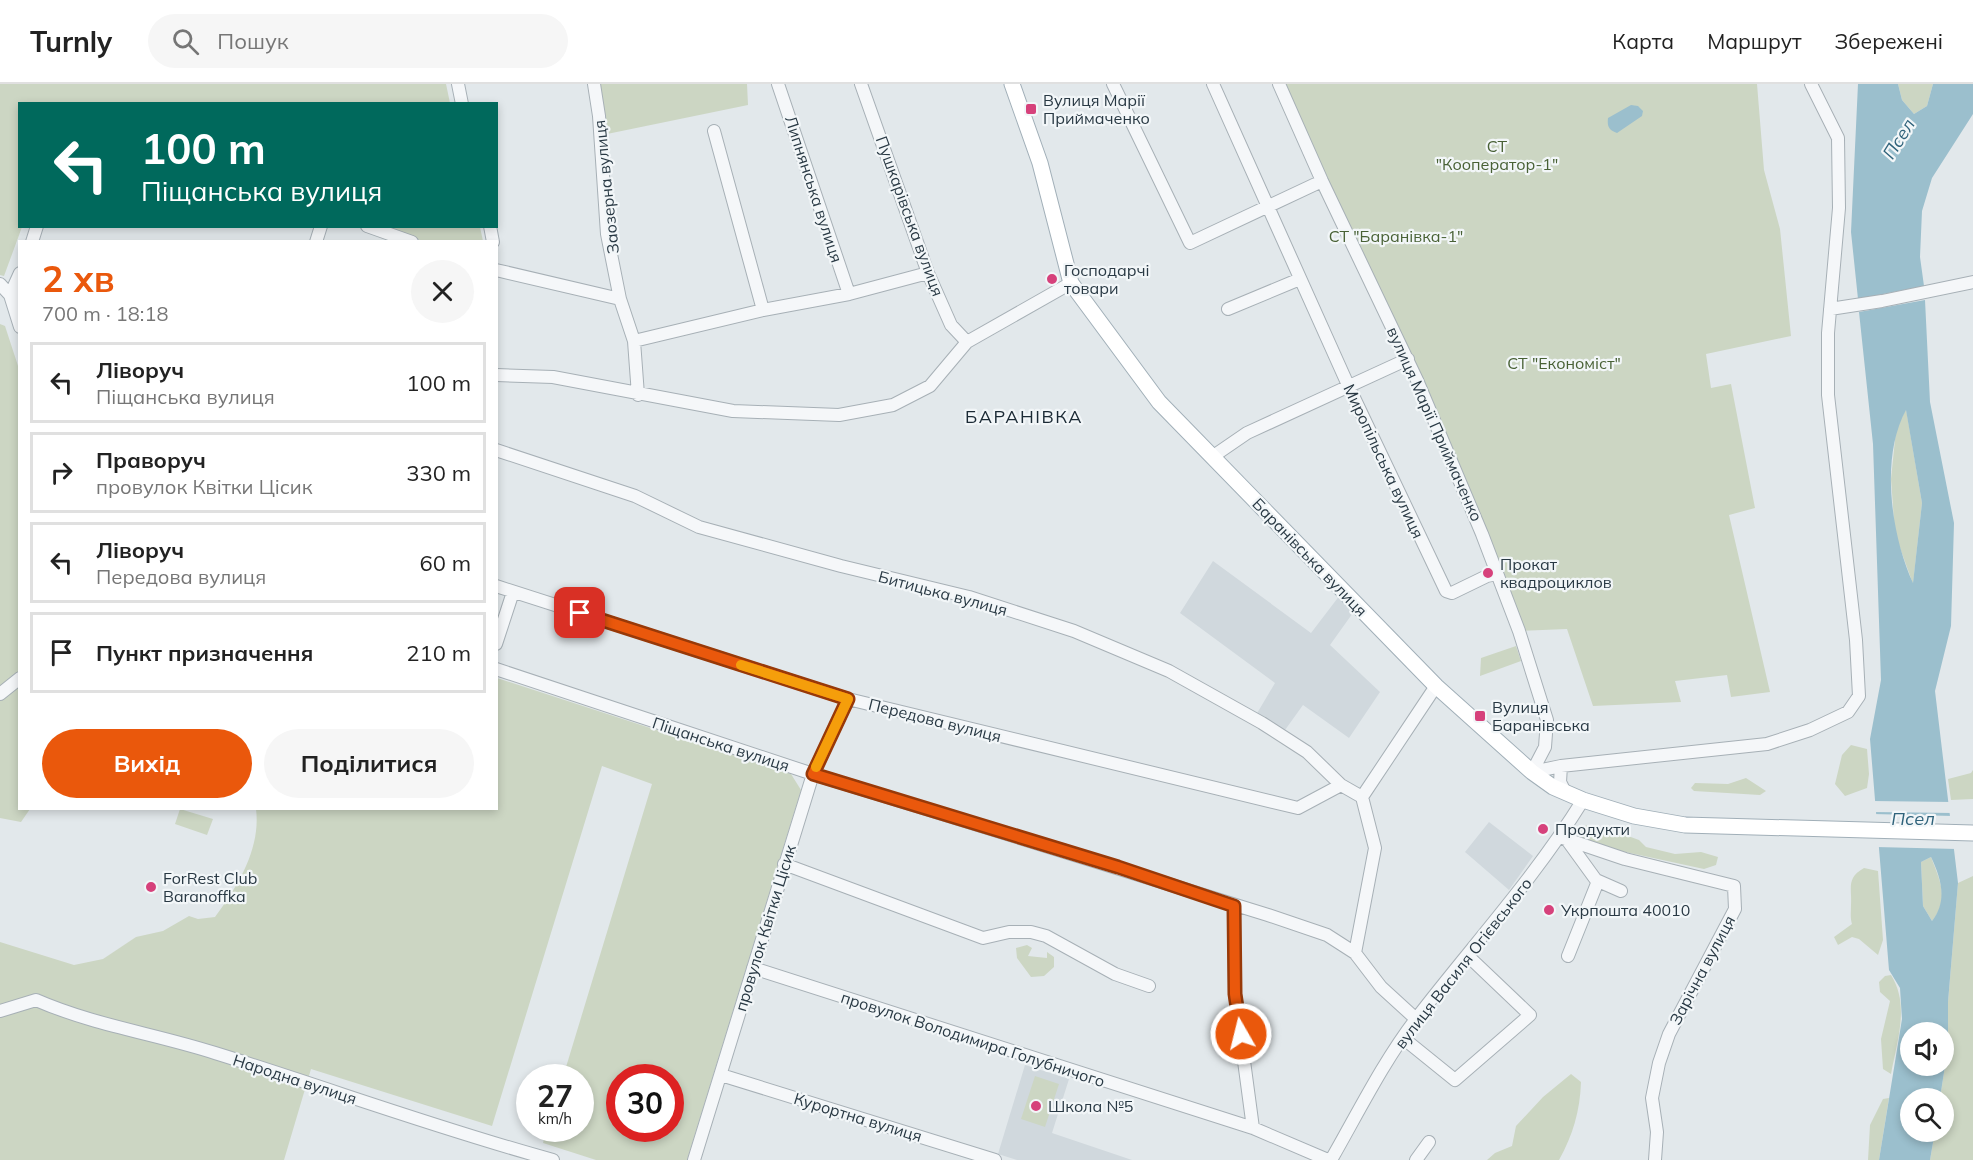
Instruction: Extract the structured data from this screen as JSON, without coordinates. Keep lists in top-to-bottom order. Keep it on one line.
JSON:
{"streets":{"main road":["Баранівська вулиця"],"street":["Заозерна вулиця","Липнянська вулиця","Пушкарівська вулиця","вулиця Марії Приймаченко","Миропільська вулиця","Битицька вулиця","Передова вулиця","Піщанська вулиця","провулок Квітки Цісик","вулиця Василя Огієвського","Зарічна вулиця","провулок Володимира Голубничого","Народна вулиця","Курортна вулиця"]},"crossings":[["вулиця Марії Приймаченко","Миропільська вулиця"],["вулиця Марії Приймаченко","Баранівська вулиця"],["Баранівська вулиця","вулиця Василя Огієвського"],["Битицька вулиця","Передова вулиця"],["Передова вулиця","провулок Квітки Цісик"],["Піщанська вулиця","провулок Квітки Цісик"],["Піщанська вулиця","вулиця Василя Огієвського"],["провулок Квітки Цісик","провулок Володимира Голубничого"],["провулок Квітки Цісик","Курортна вулиця"],["вулиця Василя Огієвського","Зарічна вулиця"],["вулиця Василя Огієвського","провулок Володимира Голубничого"]],"districts":["БАРАНІВКА"],"water":["Псел"],"parks":["СТ \"Кооператор-1\"","СТ \"Баранівка-1\"","СТ \"Економіст\""],"places":{"transit":["Вулиця Марії Приймаченко","Вулиця Баранівська"],"other":["Господарчі товари","Прокат квадроциклов","Продукти","ForRest Club Baranoffka","Укрпошта 40010","Школа №5"]},"page":{"header":"Turnly","search":"Пошук","nav":["Карта","Маршрут","Збережені"],"turn":["100 m","Піщанська вулиця"],"heading":["2 хв","700 m · 18:18"],"list":[{"name":"Ліворуч","note":"Піщанська вулиця","value":"100 m"},{"name":"Праворуч","note":"провулок Квітки Цісик","value":"330 m"},{"name":"Ліворуч","note":"Передова вулиця","value":"60 m"},{"name":"Пункт призначення","value":"210 m"}],"buttons":["Вихід","Поділитися"],"speed":"27 km/h","limit":"30"}}
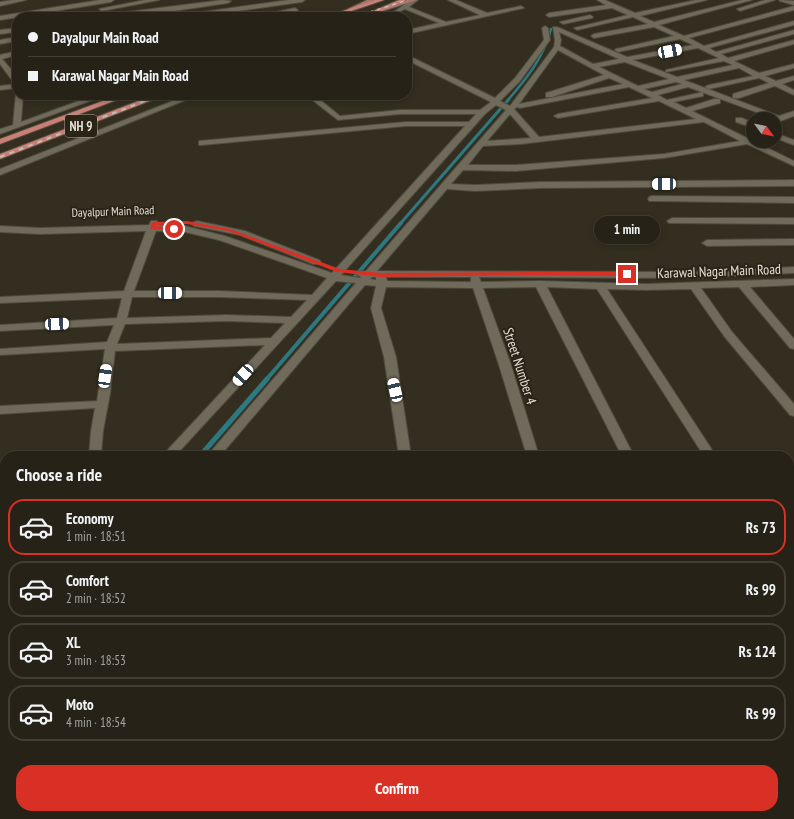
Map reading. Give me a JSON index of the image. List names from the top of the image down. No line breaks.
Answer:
{"streets":{"highway":["NH 9"],"street":["Dayalpur Main Road","Karawal Nagar Main Road","Street Number 4"]},"crossings":[["Dayalpur Main Road","Karawal Nagar Main Road"],["Karawal Nagar Main Road","Street Number 4"]],"north":"bottom right","page":{"banner":["Dayalpur Main Road","Karawal Nagar Main Road"],"bubble":"1 min","heading":"Choose a ride","list":[{"name":"Economy","note":"1 min · 18:51","value":"Rs 73"},{"name":"Comfort","note":"2 min · 18:52","value":"Rs 99"},{"name":"XL","note":"3 min · 18:53","value":"Rs 124"},{"name":"Moto","note":"4 min · 18:54","value":"Rs 99"}],"buttons":"Confirm"}}
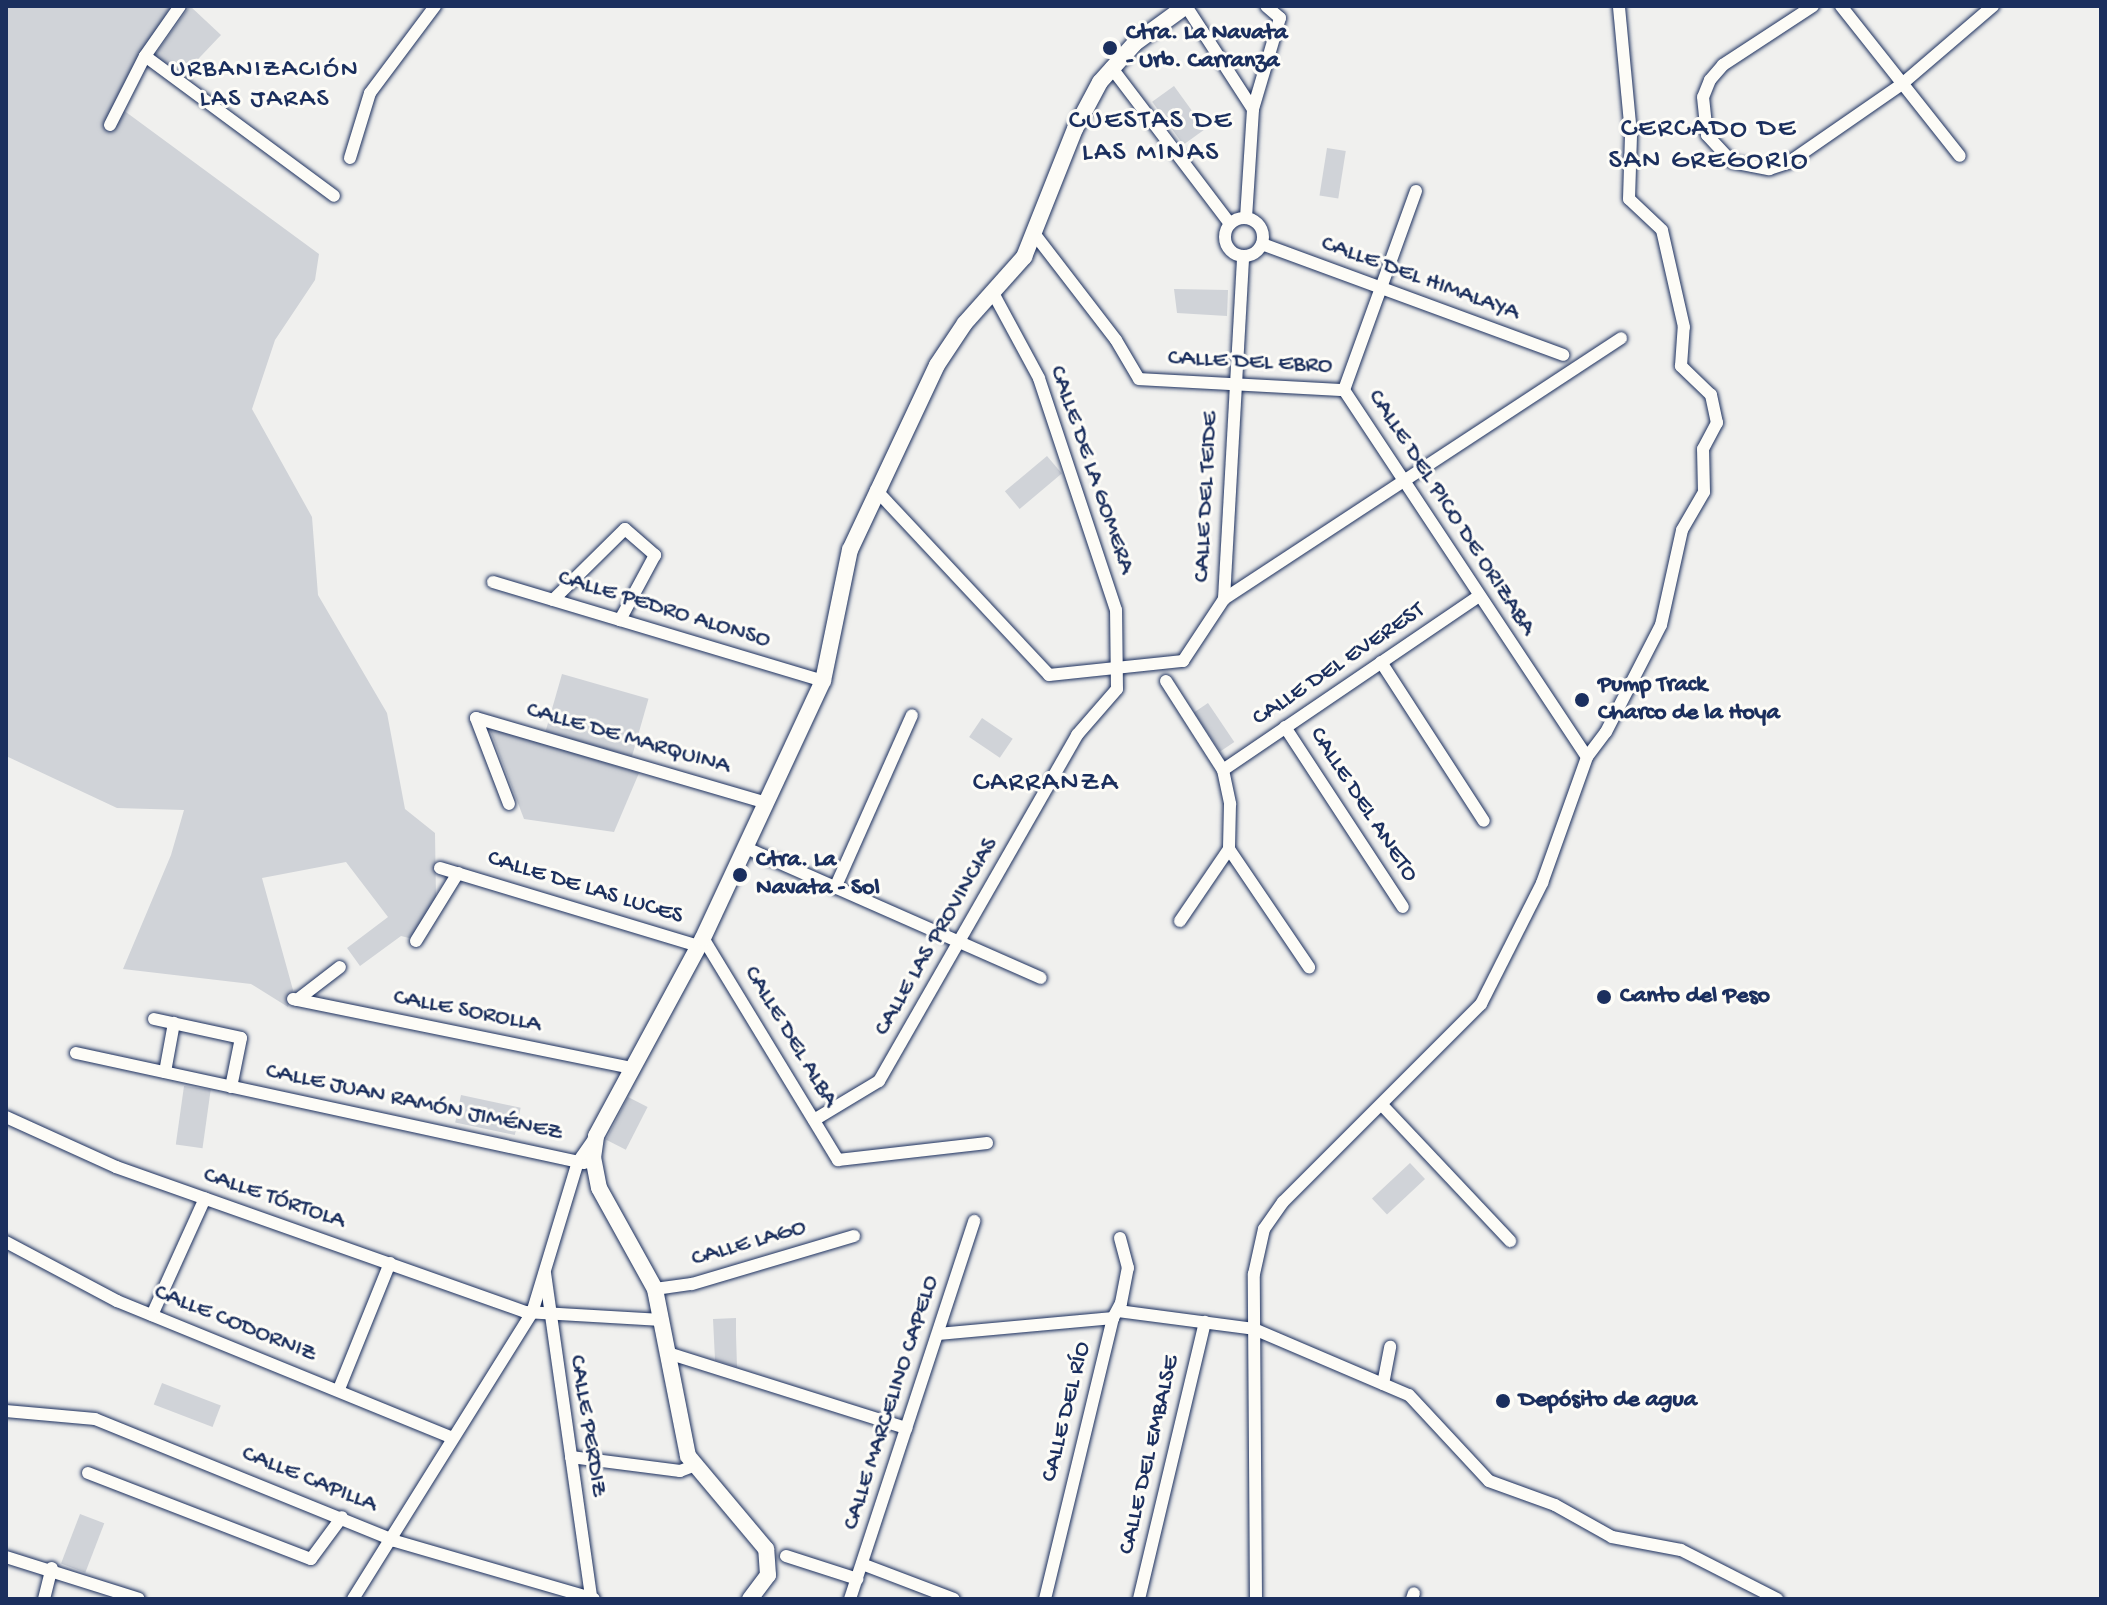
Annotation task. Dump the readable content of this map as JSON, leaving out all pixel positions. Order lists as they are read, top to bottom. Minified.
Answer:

------------------------------------------------

**Task statement:** Print the listing verbatim; no pictures.

**Output of the task:**
Instruction: Extract the structured data from this screen as JSON, without coordinates. Keep lists in top-to-bottom order. Keep it on one line.
JSON:
{"streets":{"main road":["Баранівська вулиця"],"street":["Заозерна вулиця","Липнянська вулиця","Пушкарівська вулиця","вулиця Марії Приймаченко","Миропільська вулиця","Битицька вулиця","Передова вулиця","Піщанська вулиця","провулок Квітки Цісик","вулиця Василя Огієвського","Зарічна вулиця","провулок Володимира Голубничого","Народна вулиця","Курортна вулиця"]},"crossings":[["вулиця Марії Приймаченко","Миропільська вулиця"],["вулиця Марії Приймаченко","Баранівська вулиця"],["Баранівська вулиця","вулиця Василя Огієвського"],["Битицька вулиця","Передова вулиця"],["Передова вулиця","провулок Квітки Цісик"],["Піщанська вулиця","провулок Квітки Цісик"],["Піщанська вулиця","вулиця Василя Огієвського"],["провулок Квітки Цісик","провулок Володимира Голубничого"],["провулок Квітки Цісик","Курортна вулиця"],["вулиця Василя Огієвського","Зарічна вулиця"],["вулиця Василя Огієвського","провулок Володимира Голубничого"]],"districts":["БАРАНІВКА"],"water":["Псел"],"parks":["СТ \"Кооператор-1\"","СТ \"Баранівка-1\"","СТ \"Економіст\""],"places":{"transit":["Вулиця Марії Приймаченко","Вулиця Баранівська"],"other":["Господарчі товари","Прокат квадроциклов","Продукти","ForRest Club Baranoffka","Укрпошта 40010","Школа №5"]},"page":{"header":"Turnly","search":"Пошук","nav":["Карта","Маршрут","Збережені"],"turn":["100 m","Піщанська вулиця"],"heading":["2 хв","700 m · 18:18"],"list":[{"name":"Ліворуч","note":"Піщанська вулиця","value":"100 m"},{"name":"Праворуч","note":"провулок Квітки Цісик","value":"330 m"},{"name":"Ліворуч","note":"Передова вулиця","value":"60 m"},{"name":"Пункт призначення","value":"210 m"}],"buttons":["Вихід","Поділитися"],"speed":"27 km/h","limit":"30"}}
Map reading. Give me a JSON index of the image. List names from the top of the image down. No line breaks.
Answer:
{"streets":{"highway":["NH 9"],"street":["Dayalpur Main Road","Karawal Nagar Main Road","Street Number 4"]},"crossings":[["Dayalpur Main Road","Karawal Nagar Main Road"],["Karawal Nagar Main Road","Street Number 4"]],"north":"bottom right","page":{"banner":["Dayalpur Main Road","Karawal Nagar Main Road"],"bubble":"1 min","heading":"Choose a ride","list":[{"name":"Economy","note":"1 min · 18:51","value":"Rs 73"},{"name":"Comfort","note":"2 min · 18:52","value":"Rs 99"},{"name":"XL","note":"3 min · 18:53","value":"Rs 124"},{"name":"Moto","note":"4 min · 18:54","value":"Rs 99"}],"buttons":"Confirm"}}
Annotation task. Dump the readable content of this map as JSON, leaving out all pixel positions. Order lists as they are read, top to bottom. Minified.
Answer:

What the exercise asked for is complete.